BEGIN

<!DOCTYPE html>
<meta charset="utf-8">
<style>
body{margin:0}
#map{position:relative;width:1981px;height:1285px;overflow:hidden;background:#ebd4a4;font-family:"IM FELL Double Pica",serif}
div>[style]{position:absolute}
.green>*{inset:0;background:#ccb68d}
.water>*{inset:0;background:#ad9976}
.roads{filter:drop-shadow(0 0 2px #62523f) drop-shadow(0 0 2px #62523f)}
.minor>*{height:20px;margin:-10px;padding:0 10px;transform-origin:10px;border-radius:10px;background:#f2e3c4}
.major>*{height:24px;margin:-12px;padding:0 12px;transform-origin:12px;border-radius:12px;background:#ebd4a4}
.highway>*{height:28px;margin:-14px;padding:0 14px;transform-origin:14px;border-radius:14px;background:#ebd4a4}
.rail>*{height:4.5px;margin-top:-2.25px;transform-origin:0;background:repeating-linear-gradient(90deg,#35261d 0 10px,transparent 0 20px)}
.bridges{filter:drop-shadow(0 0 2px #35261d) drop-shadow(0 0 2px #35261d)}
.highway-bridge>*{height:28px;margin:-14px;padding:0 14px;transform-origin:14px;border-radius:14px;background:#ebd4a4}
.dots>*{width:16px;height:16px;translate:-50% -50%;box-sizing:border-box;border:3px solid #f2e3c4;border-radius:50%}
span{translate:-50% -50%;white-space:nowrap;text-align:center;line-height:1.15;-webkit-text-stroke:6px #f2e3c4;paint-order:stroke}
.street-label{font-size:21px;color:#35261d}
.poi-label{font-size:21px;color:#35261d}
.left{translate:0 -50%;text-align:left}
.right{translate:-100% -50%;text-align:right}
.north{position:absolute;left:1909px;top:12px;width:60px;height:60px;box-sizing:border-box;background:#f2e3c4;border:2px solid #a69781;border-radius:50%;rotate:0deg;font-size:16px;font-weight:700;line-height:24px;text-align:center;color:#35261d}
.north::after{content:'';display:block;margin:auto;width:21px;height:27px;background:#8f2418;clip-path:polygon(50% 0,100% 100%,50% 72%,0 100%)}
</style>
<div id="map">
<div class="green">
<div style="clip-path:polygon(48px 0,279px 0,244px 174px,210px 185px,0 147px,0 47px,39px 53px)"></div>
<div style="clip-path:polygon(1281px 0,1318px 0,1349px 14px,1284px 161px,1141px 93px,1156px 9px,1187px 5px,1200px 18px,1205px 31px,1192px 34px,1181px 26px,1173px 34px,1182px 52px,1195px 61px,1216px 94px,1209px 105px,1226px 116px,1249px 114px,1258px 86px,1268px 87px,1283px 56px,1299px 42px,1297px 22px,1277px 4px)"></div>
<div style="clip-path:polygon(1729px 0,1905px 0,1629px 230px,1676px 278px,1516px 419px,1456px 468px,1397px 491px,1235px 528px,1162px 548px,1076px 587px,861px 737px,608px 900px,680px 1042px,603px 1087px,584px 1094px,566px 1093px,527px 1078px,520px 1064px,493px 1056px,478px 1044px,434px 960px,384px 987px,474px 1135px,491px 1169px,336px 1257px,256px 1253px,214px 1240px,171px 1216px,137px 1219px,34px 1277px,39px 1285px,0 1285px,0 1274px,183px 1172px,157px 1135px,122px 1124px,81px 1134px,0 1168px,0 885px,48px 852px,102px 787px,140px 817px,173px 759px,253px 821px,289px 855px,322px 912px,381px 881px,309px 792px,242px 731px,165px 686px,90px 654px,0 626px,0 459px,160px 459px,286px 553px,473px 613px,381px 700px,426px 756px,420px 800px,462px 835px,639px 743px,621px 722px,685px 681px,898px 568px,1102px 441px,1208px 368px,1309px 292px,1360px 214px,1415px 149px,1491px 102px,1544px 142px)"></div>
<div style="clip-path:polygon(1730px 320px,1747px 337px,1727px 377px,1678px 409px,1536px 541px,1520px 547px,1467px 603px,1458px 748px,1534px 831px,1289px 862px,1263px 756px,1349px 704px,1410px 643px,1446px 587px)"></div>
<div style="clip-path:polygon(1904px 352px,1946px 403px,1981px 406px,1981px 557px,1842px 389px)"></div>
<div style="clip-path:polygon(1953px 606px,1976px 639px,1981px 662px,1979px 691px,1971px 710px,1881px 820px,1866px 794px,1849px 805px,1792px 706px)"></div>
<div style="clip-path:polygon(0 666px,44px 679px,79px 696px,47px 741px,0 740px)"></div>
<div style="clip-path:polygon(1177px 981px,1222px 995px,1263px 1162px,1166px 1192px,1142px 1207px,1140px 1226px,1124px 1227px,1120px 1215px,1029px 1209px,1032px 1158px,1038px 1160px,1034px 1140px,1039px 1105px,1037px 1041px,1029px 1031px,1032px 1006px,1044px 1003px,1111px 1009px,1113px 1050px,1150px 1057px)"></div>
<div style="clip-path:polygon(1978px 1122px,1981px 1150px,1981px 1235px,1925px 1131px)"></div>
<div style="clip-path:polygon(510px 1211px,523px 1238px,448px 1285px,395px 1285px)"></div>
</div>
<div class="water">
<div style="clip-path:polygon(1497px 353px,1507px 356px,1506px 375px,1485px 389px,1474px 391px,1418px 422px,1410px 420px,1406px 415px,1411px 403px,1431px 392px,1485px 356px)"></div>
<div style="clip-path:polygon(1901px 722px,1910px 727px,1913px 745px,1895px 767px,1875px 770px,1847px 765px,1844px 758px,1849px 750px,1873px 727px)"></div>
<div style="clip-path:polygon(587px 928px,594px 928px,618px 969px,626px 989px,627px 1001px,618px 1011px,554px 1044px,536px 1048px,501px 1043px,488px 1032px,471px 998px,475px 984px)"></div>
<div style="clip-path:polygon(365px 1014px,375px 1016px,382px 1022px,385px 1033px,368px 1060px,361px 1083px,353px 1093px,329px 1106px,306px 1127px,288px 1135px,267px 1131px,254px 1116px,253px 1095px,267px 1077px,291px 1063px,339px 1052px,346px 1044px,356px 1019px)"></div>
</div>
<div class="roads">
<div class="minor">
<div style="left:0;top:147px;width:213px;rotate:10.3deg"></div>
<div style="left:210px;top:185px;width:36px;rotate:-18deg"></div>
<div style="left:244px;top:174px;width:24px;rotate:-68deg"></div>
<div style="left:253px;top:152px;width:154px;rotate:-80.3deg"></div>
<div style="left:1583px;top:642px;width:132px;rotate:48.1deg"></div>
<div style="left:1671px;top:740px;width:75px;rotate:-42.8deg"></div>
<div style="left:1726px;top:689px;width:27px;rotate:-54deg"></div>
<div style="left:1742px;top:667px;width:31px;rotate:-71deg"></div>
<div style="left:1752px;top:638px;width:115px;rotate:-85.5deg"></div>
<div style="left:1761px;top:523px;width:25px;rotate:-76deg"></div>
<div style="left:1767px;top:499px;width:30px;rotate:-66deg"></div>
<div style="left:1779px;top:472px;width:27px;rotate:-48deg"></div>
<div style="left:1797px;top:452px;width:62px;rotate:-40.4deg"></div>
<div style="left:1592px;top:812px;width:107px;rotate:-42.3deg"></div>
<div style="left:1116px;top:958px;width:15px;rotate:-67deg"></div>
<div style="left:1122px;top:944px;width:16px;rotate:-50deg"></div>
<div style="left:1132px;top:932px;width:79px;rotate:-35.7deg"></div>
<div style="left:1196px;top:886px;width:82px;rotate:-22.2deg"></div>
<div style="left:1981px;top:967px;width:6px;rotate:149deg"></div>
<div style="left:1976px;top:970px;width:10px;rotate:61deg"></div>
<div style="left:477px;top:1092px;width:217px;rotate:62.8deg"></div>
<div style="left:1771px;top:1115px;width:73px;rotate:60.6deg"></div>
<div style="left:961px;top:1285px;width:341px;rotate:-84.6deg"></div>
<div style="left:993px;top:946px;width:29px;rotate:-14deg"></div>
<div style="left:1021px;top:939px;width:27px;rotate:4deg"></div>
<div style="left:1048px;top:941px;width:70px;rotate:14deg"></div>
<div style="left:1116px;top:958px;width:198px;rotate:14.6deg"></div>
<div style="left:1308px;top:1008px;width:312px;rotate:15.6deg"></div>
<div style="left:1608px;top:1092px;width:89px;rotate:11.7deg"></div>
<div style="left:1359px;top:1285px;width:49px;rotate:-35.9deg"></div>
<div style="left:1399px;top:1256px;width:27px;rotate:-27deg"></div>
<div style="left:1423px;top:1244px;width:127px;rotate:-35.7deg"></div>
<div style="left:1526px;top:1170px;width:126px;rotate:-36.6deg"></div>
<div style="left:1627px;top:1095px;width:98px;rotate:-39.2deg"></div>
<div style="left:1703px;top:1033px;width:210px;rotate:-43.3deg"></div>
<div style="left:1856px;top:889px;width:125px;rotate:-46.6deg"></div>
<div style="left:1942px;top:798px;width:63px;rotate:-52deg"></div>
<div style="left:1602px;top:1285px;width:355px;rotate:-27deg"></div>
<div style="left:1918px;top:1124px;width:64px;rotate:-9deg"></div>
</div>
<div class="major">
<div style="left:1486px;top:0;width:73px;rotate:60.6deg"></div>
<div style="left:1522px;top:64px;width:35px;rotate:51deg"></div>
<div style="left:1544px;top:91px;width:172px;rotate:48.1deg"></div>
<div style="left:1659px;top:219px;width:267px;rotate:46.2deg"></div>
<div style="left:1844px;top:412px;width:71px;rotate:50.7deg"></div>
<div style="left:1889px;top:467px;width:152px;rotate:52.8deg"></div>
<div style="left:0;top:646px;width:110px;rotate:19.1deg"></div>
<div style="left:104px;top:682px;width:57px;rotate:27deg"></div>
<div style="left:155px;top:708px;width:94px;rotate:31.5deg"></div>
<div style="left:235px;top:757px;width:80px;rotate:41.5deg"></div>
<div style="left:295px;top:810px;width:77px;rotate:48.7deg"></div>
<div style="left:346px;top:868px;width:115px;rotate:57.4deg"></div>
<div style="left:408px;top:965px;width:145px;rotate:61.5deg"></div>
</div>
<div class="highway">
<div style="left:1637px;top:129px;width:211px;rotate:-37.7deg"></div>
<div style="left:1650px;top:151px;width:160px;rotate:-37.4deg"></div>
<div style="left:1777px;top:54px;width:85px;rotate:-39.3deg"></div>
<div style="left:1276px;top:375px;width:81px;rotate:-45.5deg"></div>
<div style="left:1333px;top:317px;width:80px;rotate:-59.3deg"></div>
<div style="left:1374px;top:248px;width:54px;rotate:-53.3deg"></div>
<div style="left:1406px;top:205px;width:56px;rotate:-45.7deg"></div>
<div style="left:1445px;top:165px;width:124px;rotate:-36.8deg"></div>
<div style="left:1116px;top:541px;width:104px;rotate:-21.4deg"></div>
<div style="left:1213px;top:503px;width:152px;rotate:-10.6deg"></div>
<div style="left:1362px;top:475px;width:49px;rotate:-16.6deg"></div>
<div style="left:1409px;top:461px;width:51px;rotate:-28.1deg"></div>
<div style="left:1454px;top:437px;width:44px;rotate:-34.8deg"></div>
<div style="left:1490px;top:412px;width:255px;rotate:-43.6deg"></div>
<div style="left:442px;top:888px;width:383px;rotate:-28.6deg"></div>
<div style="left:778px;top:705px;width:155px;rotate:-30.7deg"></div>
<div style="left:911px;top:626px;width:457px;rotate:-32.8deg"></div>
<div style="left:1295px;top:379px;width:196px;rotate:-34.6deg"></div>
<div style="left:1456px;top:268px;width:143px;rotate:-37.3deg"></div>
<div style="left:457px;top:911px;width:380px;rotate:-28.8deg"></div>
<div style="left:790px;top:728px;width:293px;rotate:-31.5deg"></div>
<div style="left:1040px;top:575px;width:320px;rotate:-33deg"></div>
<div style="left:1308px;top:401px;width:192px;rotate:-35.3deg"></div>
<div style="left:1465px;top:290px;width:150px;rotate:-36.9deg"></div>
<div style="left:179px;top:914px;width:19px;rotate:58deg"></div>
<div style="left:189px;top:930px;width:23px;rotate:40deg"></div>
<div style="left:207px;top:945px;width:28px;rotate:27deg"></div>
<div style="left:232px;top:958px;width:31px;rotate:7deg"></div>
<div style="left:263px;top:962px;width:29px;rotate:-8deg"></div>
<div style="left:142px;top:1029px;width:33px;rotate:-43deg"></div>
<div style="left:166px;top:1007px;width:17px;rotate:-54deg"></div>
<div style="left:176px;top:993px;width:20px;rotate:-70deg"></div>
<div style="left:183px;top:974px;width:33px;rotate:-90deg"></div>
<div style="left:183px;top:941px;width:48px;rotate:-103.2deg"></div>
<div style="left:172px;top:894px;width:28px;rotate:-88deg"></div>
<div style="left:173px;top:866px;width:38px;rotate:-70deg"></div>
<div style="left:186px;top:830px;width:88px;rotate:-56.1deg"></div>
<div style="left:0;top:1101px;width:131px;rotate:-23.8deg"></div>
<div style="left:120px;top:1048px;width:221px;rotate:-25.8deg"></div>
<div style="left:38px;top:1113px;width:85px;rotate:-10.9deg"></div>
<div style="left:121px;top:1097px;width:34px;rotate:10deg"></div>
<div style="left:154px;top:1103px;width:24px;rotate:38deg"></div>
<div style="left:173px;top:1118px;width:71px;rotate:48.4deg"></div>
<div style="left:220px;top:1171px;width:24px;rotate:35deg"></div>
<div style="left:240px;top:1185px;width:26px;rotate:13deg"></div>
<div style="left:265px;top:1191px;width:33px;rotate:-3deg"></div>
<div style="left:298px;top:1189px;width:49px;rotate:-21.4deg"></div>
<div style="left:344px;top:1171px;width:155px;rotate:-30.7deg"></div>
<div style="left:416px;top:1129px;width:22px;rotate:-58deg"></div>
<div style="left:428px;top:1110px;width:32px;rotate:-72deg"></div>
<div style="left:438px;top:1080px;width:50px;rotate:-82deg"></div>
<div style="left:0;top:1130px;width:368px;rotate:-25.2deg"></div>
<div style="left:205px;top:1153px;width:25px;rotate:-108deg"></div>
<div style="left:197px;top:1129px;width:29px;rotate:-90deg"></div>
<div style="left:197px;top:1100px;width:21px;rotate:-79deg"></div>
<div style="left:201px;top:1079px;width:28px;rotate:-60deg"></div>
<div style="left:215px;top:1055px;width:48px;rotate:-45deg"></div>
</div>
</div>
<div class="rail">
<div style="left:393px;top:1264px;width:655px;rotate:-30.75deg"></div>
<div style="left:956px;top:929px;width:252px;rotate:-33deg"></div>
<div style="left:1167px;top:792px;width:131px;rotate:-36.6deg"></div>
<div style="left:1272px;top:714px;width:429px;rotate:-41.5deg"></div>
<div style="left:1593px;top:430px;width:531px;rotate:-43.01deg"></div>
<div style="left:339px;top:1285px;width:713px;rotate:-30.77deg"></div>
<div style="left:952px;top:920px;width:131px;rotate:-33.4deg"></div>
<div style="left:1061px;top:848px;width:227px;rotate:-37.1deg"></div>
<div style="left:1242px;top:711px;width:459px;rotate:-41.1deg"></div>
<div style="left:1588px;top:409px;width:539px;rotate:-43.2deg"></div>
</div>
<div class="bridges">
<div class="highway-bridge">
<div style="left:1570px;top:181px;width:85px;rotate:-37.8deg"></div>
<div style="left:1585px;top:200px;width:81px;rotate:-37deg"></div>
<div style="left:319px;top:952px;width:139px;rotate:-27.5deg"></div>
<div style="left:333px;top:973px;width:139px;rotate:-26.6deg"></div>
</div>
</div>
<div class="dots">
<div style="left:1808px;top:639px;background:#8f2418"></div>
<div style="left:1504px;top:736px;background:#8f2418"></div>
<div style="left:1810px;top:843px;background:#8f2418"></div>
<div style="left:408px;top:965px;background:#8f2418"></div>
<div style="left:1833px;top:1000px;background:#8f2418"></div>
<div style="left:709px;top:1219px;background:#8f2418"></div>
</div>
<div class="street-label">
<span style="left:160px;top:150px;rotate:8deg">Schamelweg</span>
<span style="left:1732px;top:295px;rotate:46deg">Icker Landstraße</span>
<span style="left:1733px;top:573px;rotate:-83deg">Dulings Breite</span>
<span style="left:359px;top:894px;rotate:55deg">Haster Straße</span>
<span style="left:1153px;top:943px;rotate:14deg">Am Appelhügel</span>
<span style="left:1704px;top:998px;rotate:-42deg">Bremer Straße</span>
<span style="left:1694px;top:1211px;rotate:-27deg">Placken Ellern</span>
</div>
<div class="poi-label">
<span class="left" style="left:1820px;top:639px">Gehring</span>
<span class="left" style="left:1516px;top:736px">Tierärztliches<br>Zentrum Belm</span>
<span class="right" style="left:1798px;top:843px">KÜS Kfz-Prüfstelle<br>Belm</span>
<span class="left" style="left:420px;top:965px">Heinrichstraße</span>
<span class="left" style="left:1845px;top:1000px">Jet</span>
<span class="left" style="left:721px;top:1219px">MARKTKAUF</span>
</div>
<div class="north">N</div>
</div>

END

What the exercise asks:
The expected answer is a copy of each line in the listing above that contains "right".

Task solution:
.right{translate:-100% -50%;text-align:right}
<span class="right" style="left:1798px;top:843px">KÜS Kfz-Prüfstelle<br>Belm</span>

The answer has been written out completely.